**EXERCISE OBJECTIVE:** Please find every line in the records below that contains the word "lines", and copy it.
** Opening DATA UNDER STUDY block **
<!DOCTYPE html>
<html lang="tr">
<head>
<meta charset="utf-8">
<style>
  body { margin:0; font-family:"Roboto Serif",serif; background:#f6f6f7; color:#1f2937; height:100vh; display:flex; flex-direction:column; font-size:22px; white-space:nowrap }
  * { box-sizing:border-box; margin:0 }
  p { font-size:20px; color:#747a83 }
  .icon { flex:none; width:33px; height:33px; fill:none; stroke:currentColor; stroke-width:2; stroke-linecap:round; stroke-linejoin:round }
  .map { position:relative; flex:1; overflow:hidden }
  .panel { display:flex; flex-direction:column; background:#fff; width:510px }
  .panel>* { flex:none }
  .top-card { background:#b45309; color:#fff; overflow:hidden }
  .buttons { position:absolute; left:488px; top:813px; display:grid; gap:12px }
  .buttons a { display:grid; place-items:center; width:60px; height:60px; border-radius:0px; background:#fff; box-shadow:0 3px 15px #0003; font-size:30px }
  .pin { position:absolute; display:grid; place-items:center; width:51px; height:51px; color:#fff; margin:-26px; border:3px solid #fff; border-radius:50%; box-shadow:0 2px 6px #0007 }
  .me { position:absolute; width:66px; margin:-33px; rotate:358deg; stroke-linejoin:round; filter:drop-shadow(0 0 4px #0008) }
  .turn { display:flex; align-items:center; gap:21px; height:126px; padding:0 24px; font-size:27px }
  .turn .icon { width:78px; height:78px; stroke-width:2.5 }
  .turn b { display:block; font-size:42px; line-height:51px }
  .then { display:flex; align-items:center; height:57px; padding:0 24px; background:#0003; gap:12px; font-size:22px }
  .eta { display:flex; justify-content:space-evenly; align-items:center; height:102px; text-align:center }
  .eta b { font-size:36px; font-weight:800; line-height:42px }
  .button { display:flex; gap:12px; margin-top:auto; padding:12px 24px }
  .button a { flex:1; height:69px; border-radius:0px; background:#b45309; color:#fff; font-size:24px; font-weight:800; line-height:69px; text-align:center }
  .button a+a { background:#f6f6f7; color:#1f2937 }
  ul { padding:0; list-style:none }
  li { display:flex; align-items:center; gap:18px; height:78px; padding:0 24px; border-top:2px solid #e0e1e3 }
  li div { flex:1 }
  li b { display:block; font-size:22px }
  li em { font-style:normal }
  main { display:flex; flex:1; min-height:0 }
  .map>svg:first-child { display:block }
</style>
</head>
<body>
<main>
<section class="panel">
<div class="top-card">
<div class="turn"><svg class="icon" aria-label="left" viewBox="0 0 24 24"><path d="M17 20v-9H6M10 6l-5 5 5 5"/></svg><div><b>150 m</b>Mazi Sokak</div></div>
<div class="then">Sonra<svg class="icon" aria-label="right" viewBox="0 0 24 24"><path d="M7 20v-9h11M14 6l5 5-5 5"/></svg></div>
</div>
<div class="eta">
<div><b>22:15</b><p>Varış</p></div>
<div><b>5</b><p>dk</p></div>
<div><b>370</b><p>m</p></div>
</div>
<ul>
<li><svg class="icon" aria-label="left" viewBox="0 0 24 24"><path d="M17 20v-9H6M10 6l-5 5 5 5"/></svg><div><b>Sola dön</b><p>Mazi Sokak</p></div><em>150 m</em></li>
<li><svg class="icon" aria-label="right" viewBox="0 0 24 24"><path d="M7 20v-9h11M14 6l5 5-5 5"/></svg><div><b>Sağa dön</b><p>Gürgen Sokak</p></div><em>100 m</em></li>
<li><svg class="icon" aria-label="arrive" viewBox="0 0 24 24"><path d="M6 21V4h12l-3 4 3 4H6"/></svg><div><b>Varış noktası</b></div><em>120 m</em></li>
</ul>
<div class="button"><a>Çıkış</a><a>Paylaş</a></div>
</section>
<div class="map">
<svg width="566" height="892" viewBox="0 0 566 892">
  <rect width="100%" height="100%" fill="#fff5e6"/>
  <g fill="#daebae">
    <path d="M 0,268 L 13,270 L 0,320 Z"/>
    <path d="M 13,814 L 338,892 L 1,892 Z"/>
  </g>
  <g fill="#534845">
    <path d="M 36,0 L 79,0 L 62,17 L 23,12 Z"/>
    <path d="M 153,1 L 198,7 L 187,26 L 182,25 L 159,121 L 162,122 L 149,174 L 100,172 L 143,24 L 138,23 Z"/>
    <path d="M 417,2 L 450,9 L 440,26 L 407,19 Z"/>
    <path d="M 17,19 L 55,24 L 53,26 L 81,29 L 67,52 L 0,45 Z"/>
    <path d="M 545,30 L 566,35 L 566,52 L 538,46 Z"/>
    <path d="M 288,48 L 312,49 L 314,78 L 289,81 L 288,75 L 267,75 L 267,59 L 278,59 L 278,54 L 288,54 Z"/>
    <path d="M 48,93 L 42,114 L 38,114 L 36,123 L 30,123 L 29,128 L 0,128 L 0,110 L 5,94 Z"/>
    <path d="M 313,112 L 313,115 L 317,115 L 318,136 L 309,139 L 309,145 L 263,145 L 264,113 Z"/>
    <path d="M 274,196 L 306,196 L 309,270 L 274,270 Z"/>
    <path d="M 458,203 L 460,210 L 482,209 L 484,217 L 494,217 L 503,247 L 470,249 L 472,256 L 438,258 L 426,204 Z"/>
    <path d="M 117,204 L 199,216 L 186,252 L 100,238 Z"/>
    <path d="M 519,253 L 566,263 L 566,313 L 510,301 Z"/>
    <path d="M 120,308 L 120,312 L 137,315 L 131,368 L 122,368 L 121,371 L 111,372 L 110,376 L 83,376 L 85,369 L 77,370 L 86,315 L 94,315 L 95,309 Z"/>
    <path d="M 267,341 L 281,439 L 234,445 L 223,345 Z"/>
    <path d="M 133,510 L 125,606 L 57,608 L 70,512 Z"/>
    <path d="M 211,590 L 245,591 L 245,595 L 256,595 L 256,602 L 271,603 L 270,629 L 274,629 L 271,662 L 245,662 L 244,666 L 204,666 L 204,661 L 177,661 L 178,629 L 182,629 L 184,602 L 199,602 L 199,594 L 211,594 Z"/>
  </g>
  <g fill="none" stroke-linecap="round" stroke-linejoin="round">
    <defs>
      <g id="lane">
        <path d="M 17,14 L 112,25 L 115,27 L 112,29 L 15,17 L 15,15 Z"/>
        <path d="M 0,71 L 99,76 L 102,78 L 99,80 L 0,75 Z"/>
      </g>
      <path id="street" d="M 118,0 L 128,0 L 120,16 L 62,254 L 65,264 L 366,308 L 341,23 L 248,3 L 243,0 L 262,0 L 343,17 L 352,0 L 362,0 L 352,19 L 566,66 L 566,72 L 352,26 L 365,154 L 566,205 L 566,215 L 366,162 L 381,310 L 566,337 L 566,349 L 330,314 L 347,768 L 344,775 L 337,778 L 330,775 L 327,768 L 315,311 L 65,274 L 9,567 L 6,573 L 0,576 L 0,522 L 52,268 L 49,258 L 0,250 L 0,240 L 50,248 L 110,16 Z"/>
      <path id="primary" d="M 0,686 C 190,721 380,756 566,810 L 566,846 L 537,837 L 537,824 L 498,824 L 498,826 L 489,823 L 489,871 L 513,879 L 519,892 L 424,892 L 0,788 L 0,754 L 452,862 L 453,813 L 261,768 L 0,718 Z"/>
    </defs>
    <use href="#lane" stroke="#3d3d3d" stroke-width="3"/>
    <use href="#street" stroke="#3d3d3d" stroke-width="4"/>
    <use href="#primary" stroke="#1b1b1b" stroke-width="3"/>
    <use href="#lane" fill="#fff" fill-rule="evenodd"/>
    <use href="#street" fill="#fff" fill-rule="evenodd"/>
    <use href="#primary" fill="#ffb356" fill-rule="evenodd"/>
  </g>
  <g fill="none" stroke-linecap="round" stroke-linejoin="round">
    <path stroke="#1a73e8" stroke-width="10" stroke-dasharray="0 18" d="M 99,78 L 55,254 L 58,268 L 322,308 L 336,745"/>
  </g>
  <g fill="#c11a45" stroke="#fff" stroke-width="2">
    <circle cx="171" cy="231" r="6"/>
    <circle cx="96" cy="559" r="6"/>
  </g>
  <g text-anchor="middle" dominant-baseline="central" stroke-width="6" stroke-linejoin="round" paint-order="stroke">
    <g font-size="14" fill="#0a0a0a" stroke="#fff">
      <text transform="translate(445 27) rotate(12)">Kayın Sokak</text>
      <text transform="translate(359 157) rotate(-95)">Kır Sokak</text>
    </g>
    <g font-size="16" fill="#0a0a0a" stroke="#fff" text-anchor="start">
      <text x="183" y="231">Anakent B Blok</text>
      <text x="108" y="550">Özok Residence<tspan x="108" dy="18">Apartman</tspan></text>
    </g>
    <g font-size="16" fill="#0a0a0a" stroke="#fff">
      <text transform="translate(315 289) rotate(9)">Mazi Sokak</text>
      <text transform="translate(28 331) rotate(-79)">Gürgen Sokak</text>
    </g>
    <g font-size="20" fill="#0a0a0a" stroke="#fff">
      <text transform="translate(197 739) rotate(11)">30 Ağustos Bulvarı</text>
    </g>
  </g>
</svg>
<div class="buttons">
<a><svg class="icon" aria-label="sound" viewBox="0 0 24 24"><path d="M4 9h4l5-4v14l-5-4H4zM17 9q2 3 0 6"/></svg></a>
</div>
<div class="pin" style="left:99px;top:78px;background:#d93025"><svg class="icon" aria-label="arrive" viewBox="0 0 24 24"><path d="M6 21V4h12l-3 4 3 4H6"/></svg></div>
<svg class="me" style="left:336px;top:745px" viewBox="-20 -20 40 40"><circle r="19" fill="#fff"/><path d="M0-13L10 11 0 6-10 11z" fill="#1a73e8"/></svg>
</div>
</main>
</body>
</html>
** Closing DATA UNDER STUDY block **
** Opening DATA UNDER STUDY block **
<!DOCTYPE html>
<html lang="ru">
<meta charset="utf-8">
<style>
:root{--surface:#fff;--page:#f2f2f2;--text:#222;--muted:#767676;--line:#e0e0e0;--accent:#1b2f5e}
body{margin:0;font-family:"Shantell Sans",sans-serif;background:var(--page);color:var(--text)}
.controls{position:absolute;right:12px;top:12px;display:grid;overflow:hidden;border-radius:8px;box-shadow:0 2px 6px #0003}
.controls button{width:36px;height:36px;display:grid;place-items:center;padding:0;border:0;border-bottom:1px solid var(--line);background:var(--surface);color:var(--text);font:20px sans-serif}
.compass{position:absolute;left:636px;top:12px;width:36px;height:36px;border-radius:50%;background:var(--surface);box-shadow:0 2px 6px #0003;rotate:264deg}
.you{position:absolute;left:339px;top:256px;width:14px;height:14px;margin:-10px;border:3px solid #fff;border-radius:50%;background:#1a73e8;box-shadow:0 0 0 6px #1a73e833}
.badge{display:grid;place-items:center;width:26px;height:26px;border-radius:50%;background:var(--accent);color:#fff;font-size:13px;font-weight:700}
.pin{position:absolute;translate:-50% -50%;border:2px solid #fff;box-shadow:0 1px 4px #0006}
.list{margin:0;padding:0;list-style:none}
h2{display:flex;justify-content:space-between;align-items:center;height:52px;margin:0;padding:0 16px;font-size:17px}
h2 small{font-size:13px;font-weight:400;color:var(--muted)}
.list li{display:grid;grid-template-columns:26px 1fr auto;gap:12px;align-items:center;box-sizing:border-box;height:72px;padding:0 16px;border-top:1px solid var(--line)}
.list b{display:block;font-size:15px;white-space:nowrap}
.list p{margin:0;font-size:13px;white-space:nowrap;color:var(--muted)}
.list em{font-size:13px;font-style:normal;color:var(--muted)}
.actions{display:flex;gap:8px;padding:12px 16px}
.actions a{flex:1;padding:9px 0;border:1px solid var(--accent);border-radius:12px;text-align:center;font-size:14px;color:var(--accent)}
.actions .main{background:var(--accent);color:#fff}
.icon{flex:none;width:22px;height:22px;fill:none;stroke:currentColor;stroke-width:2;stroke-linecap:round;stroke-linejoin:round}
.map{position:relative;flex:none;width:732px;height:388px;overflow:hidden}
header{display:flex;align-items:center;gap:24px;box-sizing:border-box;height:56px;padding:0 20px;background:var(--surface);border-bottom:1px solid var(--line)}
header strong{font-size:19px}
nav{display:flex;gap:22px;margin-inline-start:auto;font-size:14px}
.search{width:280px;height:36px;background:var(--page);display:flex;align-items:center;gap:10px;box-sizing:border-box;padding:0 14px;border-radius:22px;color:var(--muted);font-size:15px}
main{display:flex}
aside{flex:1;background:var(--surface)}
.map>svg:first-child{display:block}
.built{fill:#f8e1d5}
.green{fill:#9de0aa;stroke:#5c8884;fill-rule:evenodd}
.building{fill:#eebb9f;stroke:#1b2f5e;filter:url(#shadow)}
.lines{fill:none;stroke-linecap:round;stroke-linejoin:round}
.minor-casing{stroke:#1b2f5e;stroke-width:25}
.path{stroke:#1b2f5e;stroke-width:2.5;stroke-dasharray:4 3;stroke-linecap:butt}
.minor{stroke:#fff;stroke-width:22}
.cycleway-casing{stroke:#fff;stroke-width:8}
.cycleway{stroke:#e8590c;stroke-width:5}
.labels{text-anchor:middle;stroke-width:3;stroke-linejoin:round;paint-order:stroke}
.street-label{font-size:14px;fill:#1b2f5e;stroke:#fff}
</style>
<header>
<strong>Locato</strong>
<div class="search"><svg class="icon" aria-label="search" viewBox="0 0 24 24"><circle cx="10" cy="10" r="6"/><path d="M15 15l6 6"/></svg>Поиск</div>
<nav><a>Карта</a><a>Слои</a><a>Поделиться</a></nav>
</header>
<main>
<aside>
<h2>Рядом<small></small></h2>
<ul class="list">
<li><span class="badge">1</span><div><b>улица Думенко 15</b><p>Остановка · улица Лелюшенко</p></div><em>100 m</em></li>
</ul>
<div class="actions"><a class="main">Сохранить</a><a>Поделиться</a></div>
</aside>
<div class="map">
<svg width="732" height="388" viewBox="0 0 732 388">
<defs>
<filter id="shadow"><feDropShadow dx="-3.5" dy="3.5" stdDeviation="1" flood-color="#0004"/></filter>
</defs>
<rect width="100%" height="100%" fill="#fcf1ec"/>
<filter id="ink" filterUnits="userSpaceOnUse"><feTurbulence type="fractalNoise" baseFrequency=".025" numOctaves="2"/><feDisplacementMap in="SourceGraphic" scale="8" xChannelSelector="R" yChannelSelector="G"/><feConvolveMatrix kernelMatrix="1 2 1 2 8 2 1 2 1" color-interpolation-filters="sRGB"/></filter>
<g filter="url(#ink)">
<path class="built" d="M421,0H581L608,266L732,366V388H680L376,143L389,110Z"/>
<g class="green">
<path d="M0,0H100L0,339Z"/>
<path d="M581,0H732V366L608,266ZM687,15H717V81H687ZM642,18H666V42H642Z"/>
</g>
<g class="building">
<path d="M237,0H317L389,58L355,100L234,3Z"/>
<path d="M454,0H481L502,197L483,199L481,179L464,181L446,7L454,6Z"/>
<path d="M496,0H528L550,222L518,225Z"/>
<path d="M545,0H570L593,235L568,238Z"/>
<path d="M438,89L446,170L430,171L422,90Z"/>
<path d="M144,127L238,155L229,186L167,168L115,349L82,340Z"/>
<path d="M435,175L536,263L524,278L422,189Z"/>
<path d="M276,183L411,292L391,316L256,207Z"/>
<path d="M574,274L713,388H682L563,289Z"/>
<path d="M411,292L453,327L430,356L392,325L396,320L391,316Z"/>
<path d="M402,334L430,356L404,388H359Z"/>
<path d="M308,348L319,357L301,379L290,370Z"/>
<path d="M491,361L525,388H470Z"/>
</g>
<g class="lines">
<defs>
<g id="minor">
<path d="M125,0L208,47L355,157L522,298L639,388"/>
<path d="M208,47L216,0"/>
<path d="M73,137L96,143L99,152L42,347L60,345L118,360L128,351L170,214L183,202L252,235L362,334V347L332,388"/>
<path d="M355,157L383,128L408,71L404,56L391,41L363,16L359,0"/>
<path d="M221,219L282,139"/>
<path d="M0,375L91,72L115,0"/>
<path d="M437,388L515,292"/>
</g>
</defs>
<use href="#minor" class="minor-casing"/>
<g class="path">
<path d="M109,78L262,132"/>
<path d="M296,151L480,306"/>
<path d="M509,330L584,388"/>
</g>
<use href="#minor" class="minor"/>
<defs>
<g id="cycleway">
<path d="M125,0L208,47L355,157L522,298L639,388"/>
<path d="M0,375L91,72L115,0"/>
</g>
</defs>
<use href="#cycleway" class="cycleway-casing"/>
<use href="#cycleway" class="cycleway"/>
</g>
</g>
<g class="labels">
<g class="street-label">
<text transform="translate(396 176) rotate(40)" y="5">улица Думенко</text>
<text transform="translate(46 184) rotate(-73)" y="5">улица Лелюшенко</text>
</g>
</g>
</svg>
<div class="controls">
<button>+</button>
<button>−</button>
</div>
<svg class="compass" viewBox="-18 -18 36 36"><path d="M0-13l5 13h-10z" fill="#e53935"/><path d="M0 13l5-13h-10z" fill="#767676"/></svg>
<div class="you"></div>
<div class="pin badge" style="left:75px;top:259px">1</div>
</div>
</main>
** Closing DATA UNDER STUDY block **
**TASK OUTPUT:**
.lines{fill:none;stroke-linecap:round;stroke-linejoin:round}
<g class="lines">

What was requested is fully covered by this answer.